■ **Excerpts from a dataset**
____

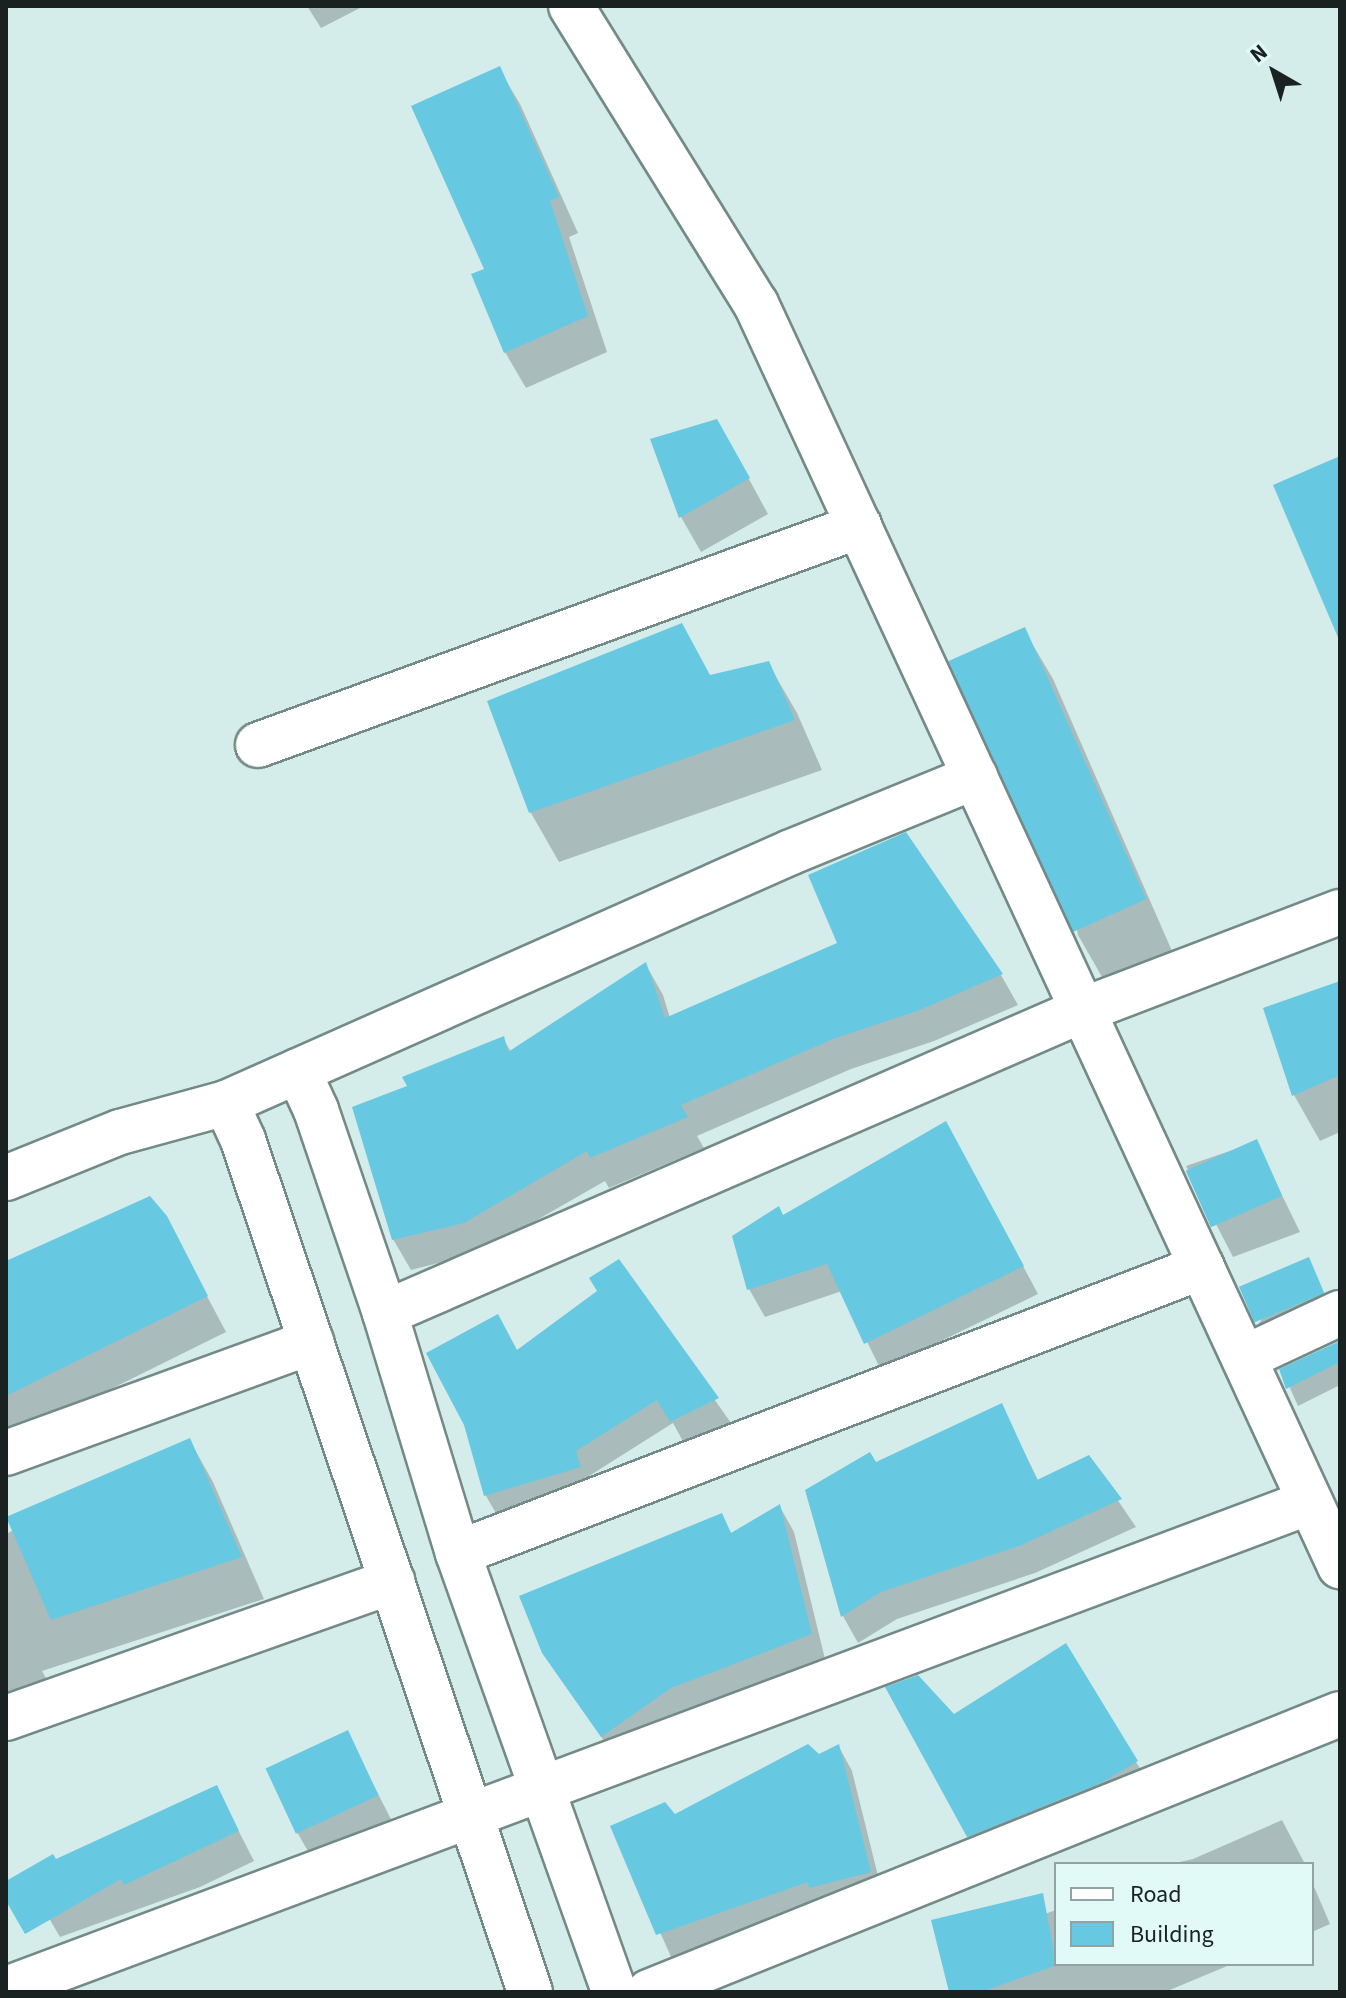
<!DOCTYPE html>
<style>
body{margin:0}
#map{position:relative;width:1346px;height:1998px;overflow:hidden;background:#d4ecea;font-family:"Source Sans 3",sans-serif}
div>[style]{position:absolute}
.shadow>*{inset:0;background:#0003}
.building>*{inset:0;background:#67c8e2;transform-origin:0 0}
.roads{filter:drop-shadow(2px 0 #738a88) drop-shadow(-2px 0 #738a88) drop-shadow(0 2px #738a88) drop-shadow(0 -2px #738a88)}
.minor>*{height:44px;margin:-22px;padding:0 22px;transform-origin:22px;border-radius:22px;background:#fff}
span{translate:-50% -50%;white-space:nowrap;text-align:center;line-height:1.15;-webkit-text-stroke:8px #e1faf8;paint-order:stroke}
.frame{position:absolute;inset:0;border:8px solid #192221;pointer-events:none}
.legend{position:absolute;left:1054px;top:1862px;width:260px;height:104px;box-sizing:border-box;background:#e1faf8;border:2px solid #91a4a2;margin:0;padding:10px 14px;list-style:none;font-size:24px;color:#192221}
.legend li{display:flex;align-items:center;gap:16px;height:40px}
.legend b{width:40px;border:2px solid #91a4a2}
.north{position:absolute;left:1234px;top:32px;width:80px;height:80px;-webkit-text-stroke:6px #e1faf8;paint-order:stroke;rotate:321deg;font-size:22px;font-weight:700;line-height:32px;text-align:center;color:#192221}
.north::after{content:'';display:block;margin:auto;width:28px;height:36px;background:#192221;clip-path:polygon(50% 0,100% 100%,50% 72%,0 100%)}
</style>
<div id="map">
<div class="shadow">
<div style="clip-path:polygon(307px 6px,364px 6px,321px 28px)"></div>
<div style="clip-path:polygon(499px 69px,520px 104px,578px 233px,569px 237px,607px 352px,526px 388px,505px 352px,473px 276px,487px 270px)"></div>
<div style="clip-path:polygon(653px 440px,737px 457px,768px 514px,701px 552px,681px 517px)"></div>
<div style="clip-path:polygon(1024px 630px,1053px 679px,1172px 951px,1106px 984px,1078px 935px)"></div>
<div style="clip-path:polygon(768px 663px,797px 713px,822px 770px,559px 862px,531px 813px,489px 702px,710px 677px)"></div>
<div style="clip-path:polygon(646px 965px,663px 995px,670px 1018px,1001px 975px,1018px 1005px,934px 1041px,851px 1069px,697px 1136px,704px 1148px,609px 1188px,605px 1181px,481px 1252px,411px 1270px,393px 1239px,410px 1087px,503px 1038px,511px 1052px)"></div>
<div style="clip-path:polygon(1340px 983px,1340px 1132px,1320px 1141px,1294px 1095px)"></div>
<div style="clip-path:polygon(1256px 1142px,1300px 1232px,1233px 1257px,1186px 1166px)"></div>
<div style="clip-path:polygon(961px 1150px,1038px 1294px,881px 1370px,842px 1291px,765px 1317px,749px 1289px,734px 1237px)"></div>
<div style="clip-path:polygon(165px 1217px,226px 1332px,6px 1441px,6px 1263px)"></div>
<div style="clip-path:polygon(1308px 1260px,1332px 1311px,1270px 1341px,1259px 1323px)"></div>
<div style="clip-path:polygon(618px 1262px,731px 1423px,685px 1445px,673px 1423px,589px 1476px,593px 1491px,500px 1520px,486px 1496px,466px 1425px,517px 1352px,600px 1292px)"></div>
<div style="clip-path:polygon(1340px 1343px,1340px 1385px,1298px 1406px,1282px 1370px)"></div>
<div style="clip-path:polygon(1001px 1405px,1039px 1482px,1089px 1458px,1136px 1527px,1035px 1573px,897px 1619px,858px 1643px,843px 1616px,875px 1465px)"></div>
<div style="clip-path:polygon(190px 1441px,213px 1482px,264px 1599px,42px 1671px,51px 1687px,6px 1703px,6px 1534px)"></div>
<div style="clip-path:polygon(780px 1507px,794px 1532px,825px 1659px,685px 1713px,617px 1760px,544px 1652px,721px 1516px,732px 1535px)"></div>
<div style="clip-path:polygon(1065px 1646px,1147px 1780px,976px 1849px,965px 1831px,953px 1717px)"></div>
<div style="clip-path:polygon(347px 1733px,397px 1831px,317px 1867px,297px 1832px)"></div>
<div style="clip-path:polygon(839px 1747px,852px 1771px,883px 1896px,822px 1906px,672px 1959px,613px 1827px,674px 1816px)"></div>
<div style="clip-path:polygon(216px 1787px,254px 1861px,200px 1887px,60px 1937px,43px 1908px)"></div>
<div style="clip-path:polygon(1282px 1820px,1305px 1864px,1171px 1864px,1193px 1859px)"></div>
<div style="clip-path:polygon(1312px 1882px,1330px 1924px,1312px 1932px)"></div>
<div style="clip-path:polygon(1056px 1910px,1056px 1964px,1232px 1964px,1165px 1992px,951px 1992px,941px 1951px)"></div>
</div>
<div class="building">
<div style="clip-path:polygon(500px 66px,559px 197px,550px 201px,588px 316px,504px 353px,471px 274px,484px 269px,411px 106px)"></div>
<div style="clip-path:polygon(717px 419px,750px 478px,679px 518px,650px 439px)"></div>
<div style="clip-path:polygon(1340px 456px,1340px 642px,1273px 485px)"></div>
<div style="clip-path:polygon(682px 623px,710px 675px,769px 661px,795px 720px,529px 813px,487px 701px)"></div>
<div style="left:1025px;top:627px;width:298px;height:84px;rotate:66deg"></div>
<div style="clip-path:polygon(906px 832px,1003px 974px,917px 1011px,833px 1039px,681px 1105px,688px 1117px,590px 1158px,587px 1151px,464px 1223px,392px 1240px,352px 1107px,407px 1086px,402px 1077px,504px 1036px,508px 1052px,646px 962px,665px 1018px,837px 943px,808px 875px)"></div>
<div style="clip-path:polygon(1340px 981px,1340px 1075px,1292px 1096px,1263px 1008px)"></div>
<div style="clip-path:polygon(946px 1121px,1024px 1266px,864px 1344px,827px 1264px,747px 1290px,732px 1236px,779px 1206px,783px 1215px)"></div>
<div style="left:1257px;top:1139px;width:62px;height:78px;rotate:66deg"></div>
<div style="clip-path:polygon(150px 1196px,167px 1216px,208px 1296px,6px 1396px,6px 1261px)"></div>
<div style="left:1309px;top:1257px;width:39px;height:76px;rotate:67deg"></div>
<div style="clip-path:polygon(619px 1259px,719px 1398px,670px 1422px,657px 1400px,576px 1451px,581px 1467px,484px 1496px,464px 1425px,426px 1353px,498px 1314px,517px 1350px,597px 1291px,589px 1278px)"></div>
<div style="clip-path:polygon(1340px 1341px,1340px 1362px,1286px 1389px,1279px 1369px)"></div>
<div style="clip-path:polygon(1002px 1403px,1037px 1480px,1089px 1455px,1122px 1499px,1019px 1546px,881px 1592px,841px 1617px,805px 1490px,870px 1452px,876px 1462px)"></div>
<div style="clip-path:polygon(190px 1438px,242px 1557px,51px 1620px,6px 1517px)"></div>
<div style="clip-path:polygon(780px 1504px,812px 1634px,671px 1688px,601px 1737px,542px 1653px,519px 1596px,722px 1513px,731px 1533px)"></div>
<div style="clip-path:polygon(1066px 1643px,1138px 1761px,1101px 1783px,967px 1837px,885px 1687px,918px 1675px,954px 1714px)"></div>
<div style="left:348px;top:1730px;width:72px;height:91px;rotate:65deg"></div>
<div style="clip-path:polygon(808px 1744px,819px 1754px,839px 1744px,871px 1872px,809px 1888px,808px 1882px,656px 1935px,610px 1826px,665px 1802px,675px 1814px)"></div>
<div style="clip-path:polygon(217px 1785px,239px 1831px,124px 1885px,121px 1879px,25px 1934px,6px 1901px,6px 1881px,53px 1854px,56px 1859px)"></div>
<div style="clip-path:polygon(1043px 1893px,1056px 1964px,1060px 1964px,981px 1992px,949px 1992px,931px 1920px)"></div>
</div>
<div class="roads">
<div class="minor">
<div style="left:571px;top:6px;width:351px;rotate:58.2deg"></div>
<div style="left:756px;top:304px;width:1391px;rotate:65.17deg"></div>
<div style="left:258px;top:745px;width:640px;rotate:-20.02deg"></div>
<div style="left:298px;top:1071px;width:43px;rotate:65.2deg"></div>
<div style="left:316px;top:1110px;width:214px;rotate:71.2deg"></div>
<div style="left:385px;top:1313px;width:251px;rotate:73.1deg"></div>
<div style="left:458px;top:1553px;width:466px;rotate:70.4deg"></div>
<div style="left:226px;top:1103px;width:41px;rotate:65.3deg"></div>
<div style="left:243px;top:1140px;width:899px;rotate:71.38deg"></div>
<div style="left:6px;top:1178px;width:123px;rotate:-22deg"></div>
<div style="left:120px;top:1132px;width:110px;rotate:-15.3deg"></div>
<div style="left:226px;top:1103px;width:618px;rotate:-23.95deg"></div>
<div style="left:791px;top:852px;width:199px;rotate:-22.2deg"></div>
<div style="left:385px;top:1313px;width:761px;rotate:-23.47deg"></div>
<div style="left:1083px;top:1010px;width:275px;rotate:-20.9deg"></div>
<div style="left:1244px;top:1358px;width:106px;rotate:-25.1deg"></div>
<div style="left:6px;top:1453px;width:325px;rotate:-20deg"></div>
<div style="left:458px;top:1553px;width:797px;rotate:-21.03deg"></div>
<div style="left:6px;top:1718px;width:410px;rotate:-19.5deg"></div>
<div style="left:6px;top:1989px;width:1392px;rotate:-20.48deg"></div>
<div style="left:649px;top:1992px;width:745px;rotate:-21.92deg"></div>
</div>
</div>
<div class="frame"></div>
<ul class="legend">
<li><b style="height:10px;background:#fff"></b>Road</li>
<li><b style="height:22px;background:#67c8e2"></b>Building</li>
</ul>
<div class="north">N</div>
</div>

____

■ **Exercise instructions**
Transcribe the entries from their first line to the line that holds "0 #738a88) drop-shadow(-2px", both included, and skip every picture.

■ **Your solution**
<!DOCTYPE html>
<style>
body{margin:0}
#map{position:relative;width:1346px;height:1998px;overflow:hidden;background:#d4ecea;font-family:"Source Sans 3",sans-serif}
div>[style]{position:absolute}
.shadow>*{inset:0;background:#0003}
.building>*{inset:0;background:#67c8e2;transform-origin:0 0}
.roads{filter:drop-shadow(2px 0 #738a88) drop-shadow(-2px 0 #738a88) drop-shadow(0 2px #738a88) drop-shadow(0 -2px #738a88)}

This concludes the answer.